- Berenson in 1971
- Born: Berinthia Berenson April 14, 1948 New York City, US
- Died: September 11, 2001 (aged 53) New York City, US
- Cause of death: Plane crash as part of the September 11 attacks
- Occupations: Actress; model; photographer;
- Years active: 1960s–2001
- Spouse: Anthony Perkins ​ ​(m. 1973; died 1992)​
- Children: Osgood Perkins; Elvis Perkins;
- Relatives: Elsa Schiaparelli (grandmother); Marisa Berenson (sister); Celestino Schiaparelli (great-grandfather); Giovanni Schiaparelli (great-granduncle);

= Berry Berenson =

American actress (1948–2001)

Berinthia "Berry" Berenson-Perkins (April 14, 1948 - September 11, 2001) was an American actress, model and photographer. She was the wife of actor Anthony Perkins.
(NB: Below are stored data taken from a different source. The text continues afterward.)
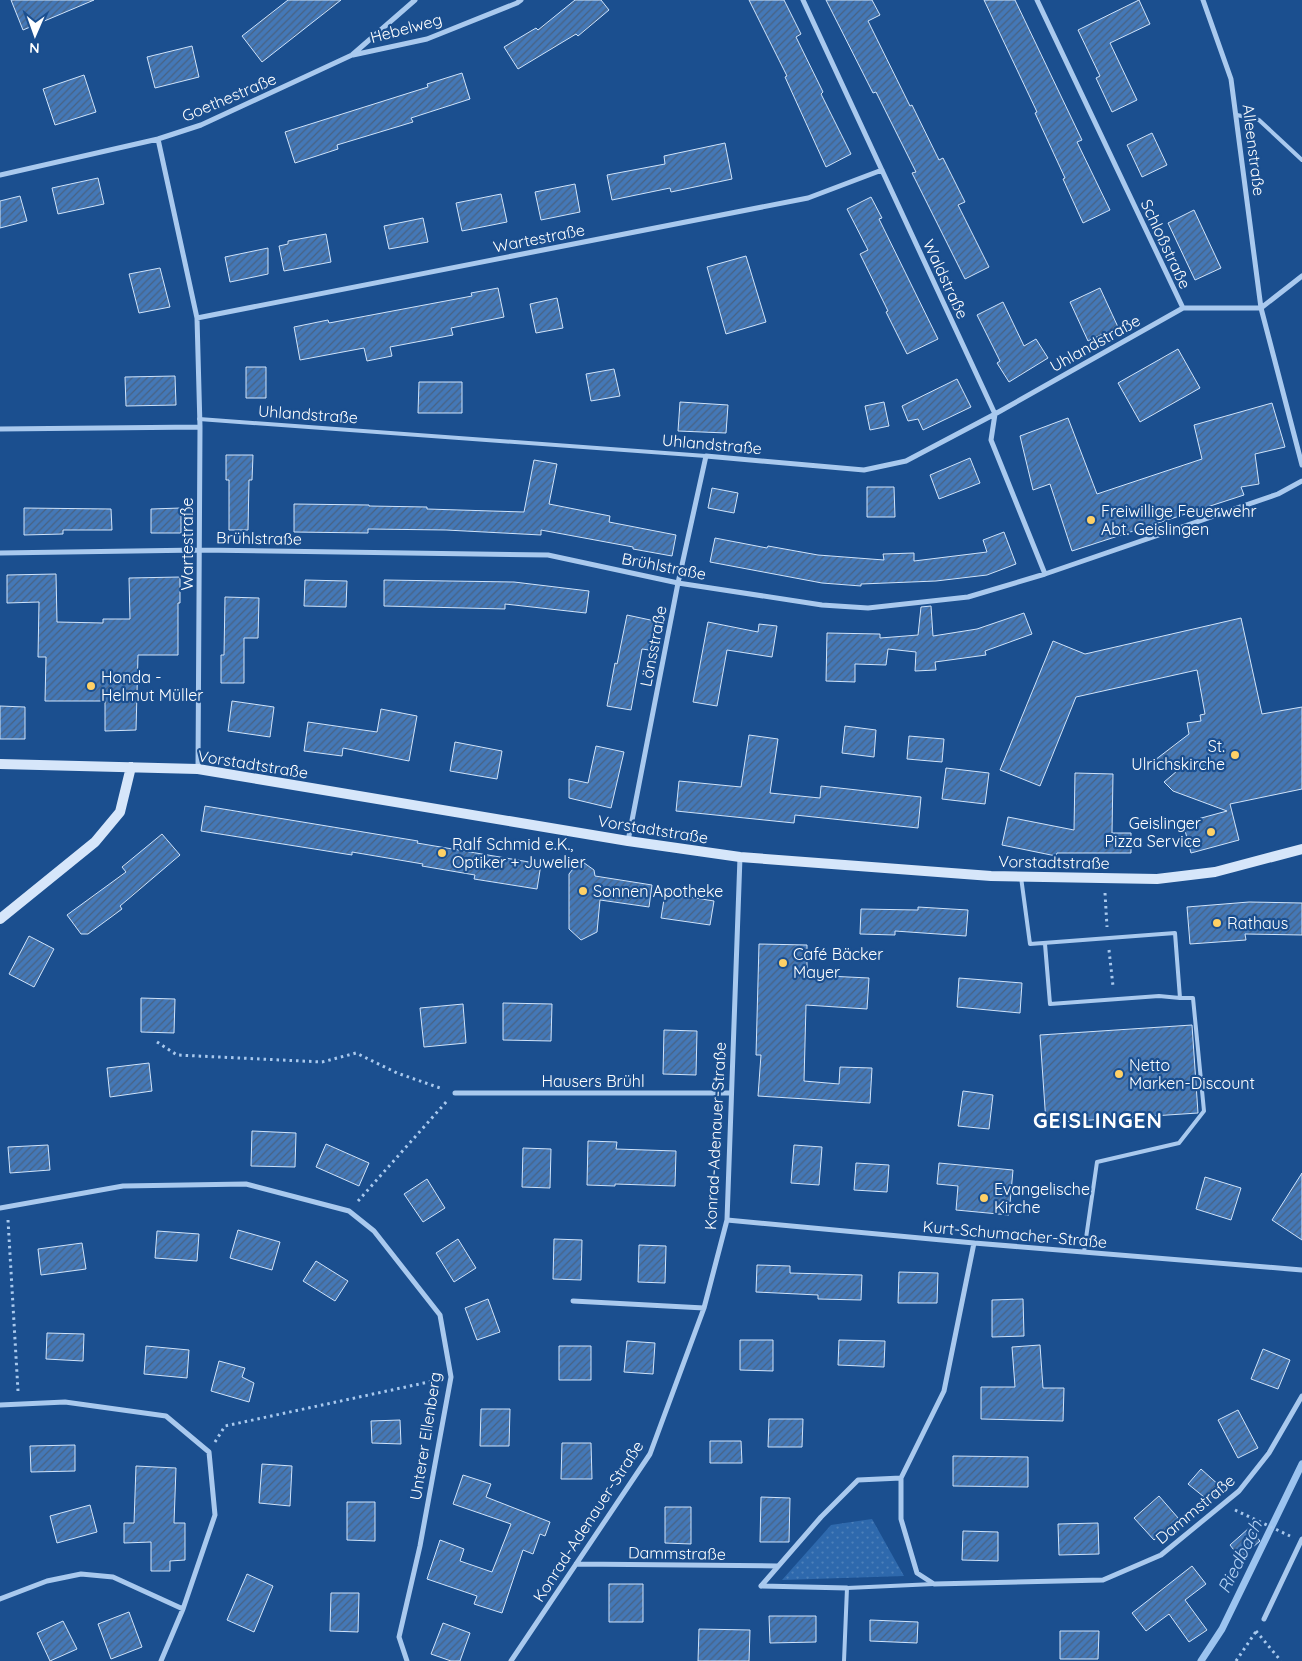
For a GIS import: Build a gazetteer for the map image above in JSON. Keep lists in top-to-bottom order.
{
  "streets": {
    "main road": ["Vorstadtstraße"],
    "street": [
      "Hebelweg",
      "Goethestraße",
      "Alleenstraße",
      "Wartestraße",
      "Schloßstraße",
      "Waldstraße",
      "Uhlandstraße",
      "Brühlstraße",
      "Lönsstraße",
      "Hausers Brühl",
      "Konrad-Adenauer-Straße",
      "Kurt-Schumacher-Straße",
      "Unterer Ellenberg",
      "Dammstraße"
    ]
  },
  "crossings": [
    ["Hebelweg", "Goethestraße"],
    ["Goethestraße", "Wartestraße"],
    ["Alleenstraße", "Schloßstraße"],
    ["Wartestraße", "Waldstraße"],
    ["Wartestraße", "Uhlandstraße"],
    ["Wartestraße", "Brühlstraße"],
    ["Wartestraße", "Vorstadtstraße"],
    ["Schloßstraße", "Uhlandstraße"],
    ["Waldstraße", "Uhlandstraße"],
    ["Uhlandstraße", "Lönsstraße"],
    ["Brühlstraße", "Lönsstraße"],
    ["Lönsstraße", "Vorstadtstraße"],
    ["Vorstadtstraße", "Konrad-Adenauer-Straße"],
    ["Hausers Brühl", "Konrad-Adenauer-Straße"],
    ["Konrad-Adenauer-Straße", "Kurt-Schumacher-Straße"],
    ["Konrad-Adenauer-Straße", "Dammstraße"]
  ],
  "districts": ["GEISLINGEN"],
  "water": ["Riedbach"],
  "places": [
    "Freiwillige Feuerwehr Abt. Geislingen",
    "Honda - Helmut Müller",
    "St. Ulrichskirche",
    "Geislinger Pizza Service",
    "Ralf Schmid e.K., Optiker + Juwelier",
    "Sonnen Apotheke",
    "Rathaus",
    "Café Bäcker Mayer",
    "Netto Marken-Discount",
    "Evangelische Kirche"
  ],
  "north": "bottom"
}
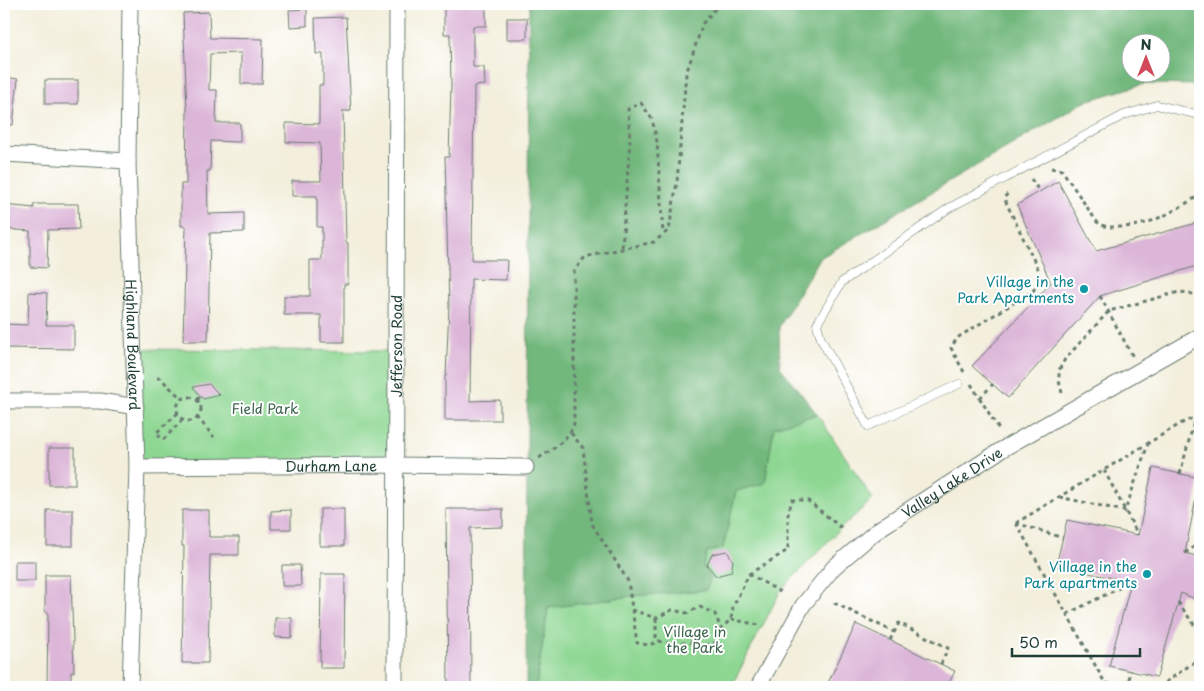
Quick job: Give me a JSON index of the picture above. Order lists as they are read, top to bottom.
{
  "streets": {
    "street": [
      "Highland Boulevard",
      "Jefferson Road",
      "Durham Lane",
      "Valley Lake Drive"
    ]
  },
  "crossings": [
    ["Highland Boulevard", "Durham Lane"],
    ["Jefferson Road", "Durham Lane"]
  ],
  "parks": ["Field Park", "Village in the Park"],
  "places": ["Village in the Park Apartments", "Village in the Park apartments"],
  "scale_bar": "50 m",
  "north": "top"
}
She died in the September 11 attacks, as a passenger on American Airlines Flight 11. It crashed into the North Tower of the World Trade Center in New York City.

==Early life==
Berinthia Berenson, nicknamed "Berry", was born on April 14, 1948, in Murray Hill, Manhattan, New York City. Her mother was born Maria-Luisa Yvonne Radha de Wendt de Kerlor, better known as Gogo Schiaparelli, a socialite of Italian, Swiss, & French ancestry. Her father, Robert Lawrence Berenson, was an American career diplomat turned shipping executive. He was of Russian-Jewish and Polish-Jewish descent, and his family's original surname was Valvrojenski.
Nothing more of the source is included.